Look at the birds of the air: they neither sow nor reap nor gather into barns, and yet your heavenly Father feeds them. Are you not of more value than they? … Consider the lilies of the field, how they grow: they neither toil nor spin, yet I tell you, even Solomon in all his glory was not arrayed like one of these. But if God so clothes the grass of the field, which today is alive and tomorrow is thrown into the oven, will he not much more clothe you, O you of little faith? (Matthew 6:26-30)

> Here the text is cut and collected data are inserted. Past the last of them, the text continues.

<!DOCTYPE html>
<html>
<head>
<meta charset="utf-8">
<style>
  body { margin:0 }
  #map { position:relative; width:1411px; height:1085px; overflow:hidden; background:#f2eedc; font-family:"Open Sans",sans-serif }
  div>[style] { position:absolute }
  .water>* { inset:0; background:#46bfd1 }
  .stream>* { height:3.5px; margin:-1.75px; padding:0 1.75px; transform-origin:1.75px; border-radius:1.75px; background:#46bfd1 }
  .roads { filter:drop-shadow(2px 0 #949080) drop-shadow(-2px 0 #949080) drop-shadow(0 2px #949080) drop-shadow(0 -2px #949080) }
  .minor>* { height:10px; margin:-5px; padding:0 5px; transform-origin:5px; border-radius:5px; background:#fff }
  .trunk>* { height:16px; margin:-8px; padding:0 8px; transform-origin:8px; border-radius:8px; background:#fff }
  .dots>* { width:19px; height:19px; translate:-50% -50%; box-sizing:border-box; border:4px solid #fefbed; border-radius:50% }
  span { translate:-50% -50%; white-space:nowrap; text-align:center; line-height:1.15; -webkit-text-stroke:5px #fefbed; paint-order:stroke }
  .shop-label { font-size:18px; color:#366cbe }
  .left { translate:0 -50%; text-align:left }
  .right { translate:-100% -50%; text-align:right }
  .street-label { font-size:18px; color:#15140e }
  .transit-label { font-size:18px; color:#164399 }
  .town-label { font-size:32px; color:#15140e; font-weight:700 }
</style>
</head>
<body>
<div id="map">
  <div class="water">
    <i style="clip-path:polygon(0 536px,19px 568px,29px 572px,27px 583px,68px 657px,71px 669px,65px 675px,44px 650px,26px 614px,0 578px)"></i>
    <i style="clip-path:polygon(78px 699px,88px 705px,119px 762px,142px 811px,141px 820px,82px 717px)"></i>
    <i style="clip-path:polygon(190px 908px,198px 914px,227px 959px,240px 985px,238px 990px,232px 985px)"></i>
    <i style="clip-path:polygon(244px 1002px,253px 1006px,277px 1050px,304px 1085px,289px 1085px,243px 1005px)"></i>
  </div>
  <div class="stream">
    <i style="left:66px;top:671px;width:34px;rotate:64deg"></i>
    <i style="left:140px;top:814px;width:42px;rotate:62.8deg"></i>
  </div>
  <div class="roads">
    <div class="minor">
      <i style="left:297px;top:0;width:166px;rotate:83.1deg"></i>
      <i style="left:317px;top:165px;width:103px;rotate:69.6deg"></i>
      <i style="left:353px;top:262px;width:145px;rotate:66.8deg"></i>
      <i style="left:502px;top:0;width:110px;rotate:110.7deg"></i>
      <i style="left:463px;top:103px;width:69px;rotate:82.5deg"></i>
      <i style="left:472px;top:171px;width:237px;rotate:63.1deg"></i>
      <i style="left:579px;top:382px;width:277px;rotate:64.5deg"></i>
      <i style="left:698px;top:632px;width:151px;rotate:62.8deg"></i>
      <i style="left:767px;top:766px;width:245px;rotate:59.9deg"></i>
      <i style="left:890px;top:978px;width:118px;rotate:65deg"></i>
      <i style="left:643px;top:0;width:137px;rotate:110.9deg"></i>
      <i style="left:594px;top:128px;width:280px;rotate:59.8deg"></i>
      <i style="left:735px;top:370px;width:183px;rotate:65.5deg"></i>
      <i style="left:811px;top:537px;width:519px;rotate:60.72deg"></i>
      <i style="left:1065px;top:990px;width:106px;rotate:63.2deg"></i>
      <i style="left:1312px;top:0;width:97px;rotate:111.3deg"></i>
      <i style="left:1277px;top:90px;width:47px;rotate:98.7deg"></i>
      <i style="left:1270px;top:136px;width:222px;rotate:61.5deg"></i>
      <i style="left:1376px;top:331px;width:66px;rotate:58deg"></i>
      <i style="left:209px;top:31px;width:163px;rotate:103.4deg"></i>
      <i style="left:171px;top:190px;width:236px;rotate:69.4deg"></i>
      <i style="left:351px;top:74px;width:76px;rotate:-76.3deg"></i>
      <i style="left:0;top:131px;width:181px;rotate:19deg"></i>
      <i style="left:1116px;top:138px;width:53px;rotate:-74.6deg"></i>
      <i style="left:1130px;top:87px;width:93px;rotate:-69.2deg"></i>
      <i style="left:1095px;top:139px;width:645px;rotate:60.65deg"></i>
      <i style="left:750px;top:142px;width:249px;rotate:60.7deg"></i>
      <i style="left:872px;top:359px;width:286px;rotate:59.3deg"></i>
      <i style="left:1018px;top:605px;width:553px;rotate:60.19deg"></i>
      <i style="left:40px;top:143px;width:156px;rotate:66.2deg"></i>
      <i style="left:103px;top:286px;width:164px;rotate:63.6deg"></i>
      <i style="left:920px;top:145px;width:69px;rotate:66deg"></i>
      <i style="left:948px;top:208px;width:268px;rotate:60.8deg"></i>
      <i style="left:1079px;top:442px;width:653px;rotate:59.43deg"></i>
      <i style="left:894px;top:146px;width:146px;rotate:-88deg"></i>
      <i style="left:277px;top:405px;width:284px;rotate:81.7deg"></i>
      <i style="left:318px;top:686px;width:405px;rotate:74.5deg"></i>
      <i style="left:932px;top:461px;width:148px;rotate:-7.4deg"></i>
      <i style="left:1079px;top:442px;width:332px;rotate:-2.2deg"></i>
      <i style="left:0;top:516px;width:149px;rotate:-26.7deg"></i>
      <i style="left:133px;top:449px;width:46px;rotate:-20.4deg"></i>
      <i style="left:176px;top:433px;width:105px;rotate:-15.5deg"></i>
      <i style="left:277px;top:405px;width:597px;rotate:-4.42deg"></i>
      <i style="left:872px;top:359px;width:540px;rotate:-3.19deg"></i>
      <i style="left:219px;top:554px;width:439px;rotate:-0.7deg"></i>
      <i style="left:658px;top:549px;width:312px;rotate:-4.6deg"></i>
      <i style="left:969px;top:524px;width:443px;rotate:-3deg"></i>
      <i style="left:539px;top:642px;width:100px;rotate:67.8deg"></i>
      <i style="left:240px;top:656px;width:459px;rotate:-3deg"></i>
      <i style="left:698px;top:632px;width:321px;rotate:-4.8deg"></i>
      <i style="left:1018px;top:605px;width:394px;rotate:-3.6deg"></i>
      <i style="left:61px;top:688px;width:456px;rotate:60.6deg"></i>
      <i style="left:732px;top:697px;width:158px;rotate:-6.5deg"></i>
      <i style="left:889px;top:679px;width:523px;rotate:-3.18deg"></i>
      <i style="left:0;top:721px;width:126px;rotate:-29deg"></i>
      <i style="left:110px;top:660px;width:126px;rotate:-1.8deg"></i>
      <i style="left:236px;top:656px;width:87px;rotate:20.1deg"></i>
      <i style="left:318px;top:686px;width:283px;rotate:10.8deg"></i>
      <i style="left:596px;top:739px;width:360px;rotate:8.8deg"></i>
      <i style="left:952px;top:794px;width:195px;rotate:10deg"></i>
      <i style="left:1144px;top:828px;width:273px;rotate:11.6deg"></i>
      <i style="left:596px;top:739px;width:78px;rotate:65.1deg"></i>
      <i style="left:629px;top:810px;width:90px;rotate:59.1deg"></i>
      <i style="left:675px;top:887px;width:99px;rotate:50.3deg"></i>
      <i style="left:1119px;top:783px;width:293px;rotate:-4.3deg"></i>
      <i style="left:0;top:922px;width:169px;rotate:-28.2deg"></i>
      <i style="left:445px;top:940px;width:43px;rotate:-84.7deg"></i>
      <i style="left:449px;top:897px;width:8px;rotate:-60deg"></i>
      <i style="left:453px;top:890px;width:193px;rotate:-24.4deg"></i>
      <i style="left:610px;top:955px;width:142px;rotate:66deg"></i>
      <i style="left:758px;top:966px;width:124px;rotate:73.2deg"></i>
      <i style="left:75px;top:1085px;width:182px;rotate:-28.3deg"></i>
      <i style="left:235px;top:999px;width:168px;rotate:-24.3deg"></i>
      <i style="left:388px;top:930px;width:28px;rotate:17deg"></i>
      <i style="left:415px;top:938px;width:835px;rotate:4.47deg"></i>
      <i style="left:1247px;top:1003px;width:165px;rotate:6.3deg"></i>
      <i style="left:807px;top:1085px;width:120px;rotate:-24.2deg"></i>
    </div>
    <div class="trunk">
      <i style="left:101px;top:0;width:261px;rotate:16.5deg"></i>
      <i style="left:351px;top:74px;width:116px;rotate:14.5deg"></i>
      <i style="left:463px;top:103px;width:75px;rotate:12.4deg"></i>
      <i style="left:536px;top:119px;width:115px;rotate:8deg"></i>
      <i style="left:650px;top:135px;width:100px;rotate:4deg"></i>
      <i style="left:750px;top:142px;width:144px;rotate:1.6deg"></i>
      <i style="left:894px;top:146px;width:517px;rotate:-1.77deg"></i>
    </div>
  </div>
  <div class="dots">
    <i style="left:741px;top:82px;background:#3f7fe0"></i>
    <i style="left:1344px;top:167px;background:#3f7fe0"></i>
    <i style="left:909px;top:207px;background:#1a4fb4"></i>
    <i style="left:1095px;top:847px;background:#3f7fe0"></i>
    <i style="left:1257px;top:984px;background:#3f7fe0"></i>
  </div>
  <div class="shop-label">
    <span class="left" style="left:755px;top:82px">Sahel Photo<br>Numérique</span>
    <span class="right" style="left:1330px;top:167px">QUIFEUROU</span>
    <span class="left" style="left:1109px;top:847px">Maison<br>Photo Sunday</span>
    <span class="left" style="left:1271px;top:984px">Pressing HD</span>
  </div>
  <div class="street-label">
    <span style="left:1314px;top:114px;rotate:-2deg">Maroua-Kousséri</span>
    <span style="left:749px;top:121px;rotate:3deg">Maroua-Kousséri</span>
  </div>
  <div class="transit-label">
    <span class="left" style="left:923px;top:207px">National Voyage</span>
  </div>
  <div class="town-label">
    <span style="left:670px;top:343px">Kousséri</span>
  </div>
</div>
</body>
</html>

In the midst of suffering, it is easy to feel like a wild animal, left to fend for itself, unknown and unloved by God. But our vision is narrow and incomplete. The LORD reassured Job that although the wild animals that roam the mountains are untended by man, they are cared for by the Creator. And when we feel isolated and alone in our suffering, we are just as surely still in the care of our God, if only we open our eye of faith to see Him. That’s how Job ends, right? “I had heard of you by the hearing of the ear, but now my eye sees you” (42:5).

Sylvia Chapman

So many of you have commented on the resolve with which Sylvia faced her illness. Maybe the reason she possessed such steadfast strength was all those trips to the mountains, all those occasions where she could see God caring for animals in the wild. Sometimes, she got too close a look – when bears would come in the front yard! But high in those hills in Tennessee she was surrounded by testimony to God’s providence. She could see firsthand the same truth God pointed out to Job long ago.

And our hope is that last Friday, she could say with Job, “I had heard of you by the hearing of the ear, but now my eye sees you.”